We see Cathy come up against many of the minor hardships that have characterized quarantine life for the white-collar class, those of us lucky enough to be healthy and able to stay at home: the anxiety of videoconferencing, her roots growing out, the urge to eat junk. But what used to seem cartoonish (figuratively as well as literally) now makes a kind of perfect sense: We are all wide-eyed, wearing pajamas all the time, feeling compulsive about cleaning products.

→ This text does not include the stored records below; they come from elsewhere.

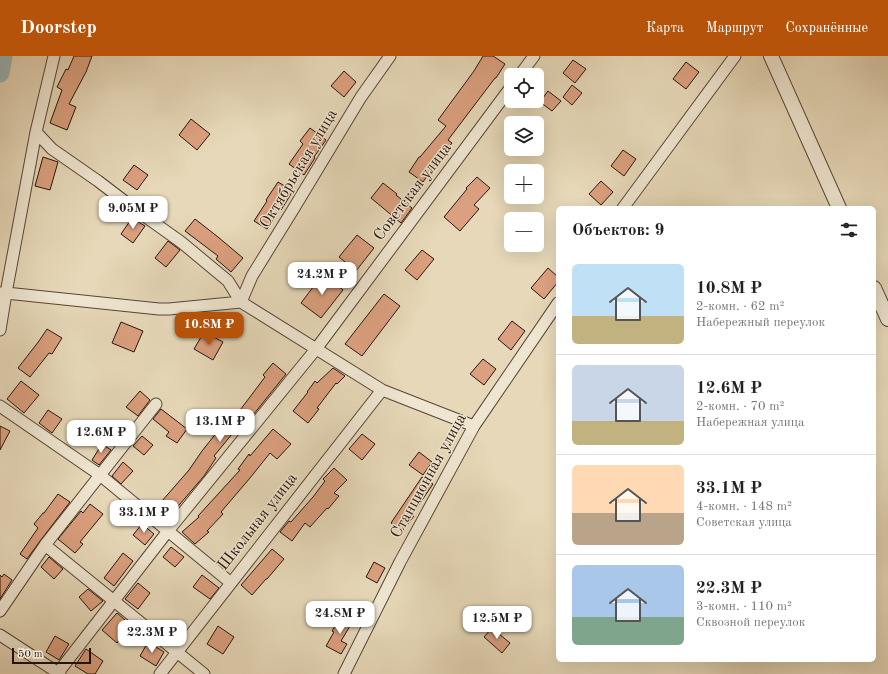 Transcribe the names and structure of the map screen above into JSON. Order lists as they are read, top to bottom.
{
  "streets": {
    "street": [
      "Октябрьская улица",
      "Советская улица",
      "Станционная улица",
      "Школьная улица"
    ]
  },
  "scale_bar": "50 m",
  "page": {
    "header": "Doorstep",
    "nav": ["Карта", "Маршрут", "Сохранённые"],
    "map_buttons": ["+", "−"],
    "price": [
      "9.05M ₽",
      "24.2M ₽",
      "10.8M ₽",
      "13.1M ₽",
      "12.6M ₽",
      "33.1M ₽",
      "24.8M ₽",
      "12.5M ₽",
      "22.3M ₽"
    ],
    "heading": "Объектов: 9",
    "list": [
      {
        "name": "10.8M ₽",
        "note": "2-комн. · 62 m² · Набережный переулок"
      },
      {
        "name": "12.6M ₽",
        "note": "2-комн. · 70 m² · Набережная улица"
      },
      {
        "name": "33.1M ₽",
        "note": "4-комн. · 148 m² · Советская улица"
      },
      {
        "name": "22.3M ₽",
        "note": "3-комн. · 110 m² · Сквозной переулок"
      }
    ],
    "scale": "50 m"
  }
}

Where it used to be conventional wisdom to look down on Cathy’s “I’m a mess” shtick, not only for being tedious but for its depiction of women, I can’t be alone in feeling more charitably toward her lately. Never before has Cathy’s nervous-wreck brand so closely aligned with the national mood: also nervous wreck. Who has the energy anymore to get worked up over a cute, and undeniably accurate, sketch of life in lockdown? When I look at a comic from a few weeks ago wherein Cathy is busy working from her home office, but instead of a desk she’s sitting in front of her open refrigerator, I have no other reaction than “Wow, this is so me.” I’m not chewing on my cellphone or barking at my dog, but I can see why a person would.

The most salient criticism of Cathy has always been the charge that she perpetuated negative stereotypes about women, although more recent feminist reconsiderations of the character have recognized that it was more complicated than that. This is all pretty academic considering we’re talking about a person who only sometimes has a nose—but either way, during the coronavirus crisis, Cathy’s struggles read as so much less gendered than before. It’s not just women who empathize with trying not to overeat, missing the outside world, and being afraid of everything. (I’ll concede that men may identify less with the fatphobia and the gray roots.) And so we are freed of much of the guilt we may have once felt furthering harmful clichés in relating to Cathy.

One could say that Cathy trivializes the crisis. It’s grim out there, and we’re all grieving; how can Cathy freak out about her dog making off with one of her coveted rolls of toilet paper at a time like this? But you can also choose to see Cathy’s unwavering mania as soothing, reliable. Banality can be reassuring. Perhaps the apt analogy is: Chocolate is to Cathy as comfort and stability are to us. In a time when we can count on little, we know for sure that Cathy will continue to catastrophize and will probably give off a bunch of cartoon sweat droplets while doing so. In fact, when Cathy does have a moment of pure positivity—such as in finding a new appreciation of the outside or wishing us a happy Easter—it feels actively disconcerting. It is Cathy’s whole job and most pure state to be a basket case, and at that she is an essential worker. It reminds me of Mr. Rogers’ famous (now clichéd) advice for reassuring children in scary times, telling them to “look for the helpers.” A similar principle applies with Cathy: look for the AACK!s. You will always find AACK!s. Whatever happens tomorrow, maybe this certainty will keep us going: Cathy will live to have another cow.